In order to successfully integrate speckle autocorrelation spectroscopy into applications of laser surface processing [9,10], it is necessary to investigate the two-dimensional dynamic laser speckle that arises due to laser-induced surface modification. Specifically, using laser-based methods for the processing of nanostructured materials (metals and polymers) has seen increasing interest in recent years due to the potential for nanostructured materials to improve performance in applications spanning many disciplines ranging from biology to surface catalysis.
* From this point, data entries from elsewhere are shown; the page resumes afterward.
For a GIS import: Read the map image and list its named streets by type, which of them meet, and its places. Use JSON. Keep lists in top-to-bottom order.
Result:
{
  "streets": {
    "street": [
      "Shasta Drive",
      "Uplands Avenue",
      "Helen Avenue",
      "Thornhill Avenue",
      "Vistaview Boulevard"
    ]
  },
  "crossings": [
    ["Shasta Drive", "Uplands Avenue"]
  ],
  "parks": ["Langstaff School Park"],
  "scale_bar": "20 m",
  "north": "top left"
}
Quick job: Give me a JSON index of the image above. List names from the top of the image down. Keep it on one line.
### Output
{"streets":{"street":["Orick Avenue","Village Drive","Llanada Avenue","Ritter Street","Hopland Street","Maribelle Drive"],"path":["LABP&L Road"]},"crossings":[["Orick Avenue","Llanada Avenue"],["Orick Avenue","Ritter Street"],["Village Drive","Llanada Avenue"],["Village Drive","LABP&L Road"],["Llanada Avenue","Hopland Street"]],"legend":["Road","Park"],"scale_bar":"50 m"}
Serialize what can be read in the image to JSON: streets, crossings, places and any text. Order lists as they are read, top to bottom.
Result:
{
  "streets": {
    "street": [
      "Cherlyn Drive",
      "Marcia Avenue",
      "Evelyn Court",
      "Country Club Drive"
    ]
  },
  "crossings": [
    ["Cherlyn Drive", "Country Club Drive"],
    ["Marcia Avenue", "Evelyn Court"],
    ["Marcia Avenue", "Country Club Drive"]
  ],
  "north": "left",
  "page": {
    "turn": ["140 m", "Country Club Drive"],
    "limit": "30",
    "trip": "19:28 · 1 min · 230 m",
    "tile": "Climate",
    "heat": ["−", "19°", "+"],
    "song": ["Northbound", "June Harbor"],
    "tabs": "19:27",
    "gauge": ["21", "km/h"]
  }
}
Nanostructured materials present a unique albeit challenging surface to characterize via dynamic speckle autocorrelation spectroscopy. One such nanostructured material that lends itself well to surface morphology modification through laser processing is nanoporous gold. Nanoporous gold (np-Au) is a porous metal produced through an alloy corrosion process, known as dealloying, that removes a less noble metal and leaves a three dimensional porous network of nanoscale Au ligaments and pores. Recently np-Au has received attention for its uses in biosensors, neural interfaces, catalysis, tunable molecular release, and the ease of morphology modification via photothermal treatment [11–17]. Through the thermal treatment of np-Au it is possible to selectively evolve the Au network thereby altering the characteristic morphology [18], an attractive feature for many emerging np-Au applications. Specifically, photothermal treatment has received attention in order to selectively and precisely modify the np-Au nanostructure [19,20]. Here we couple dynamic laser speckle autocorrelation spectroscopy and the photothermal treatment of thin film np-Au to successfully probe both morphology evolution dynamics (length and time) of the films without the use of ex situ microscopy techniques.
2. Materials and methods
2.1 Sample fabrication and characterization
Gold-silver alloy thin films were deposited onto a piranha-cleaned bare or lithographically-patterned silicon wafer. Gold-silver alloy films (precursor to np-Au) were deposited by direct current sputtering (Kurt. J. Lesker). A 600 nm-thick gold and silver alloy film (64% silver and 36% gold; atomic %) was deposited on top of 80 nm-thick gold corrosion barrier and 50 nm-thick chromium adhesion layer. The np-Au films were obtained by immersing the gold-silver alloy in heated (55°C) nitric acid (70%) for 15 minutes. The short dealloying times used in the present study typically result in residual silver levels in the order of 3-5%. The samples were then soaked in deionized (DI) water for 24 hours before drying under nitrogen flow. The morphology of the coatings was characterized by scanning electron microscopy (FEI Nova NanoSEM430), and elemental compositions before and after dealloying were assessed with energy dispersive X-ray spectroscopy (Oxford INCA, Energy-EDS).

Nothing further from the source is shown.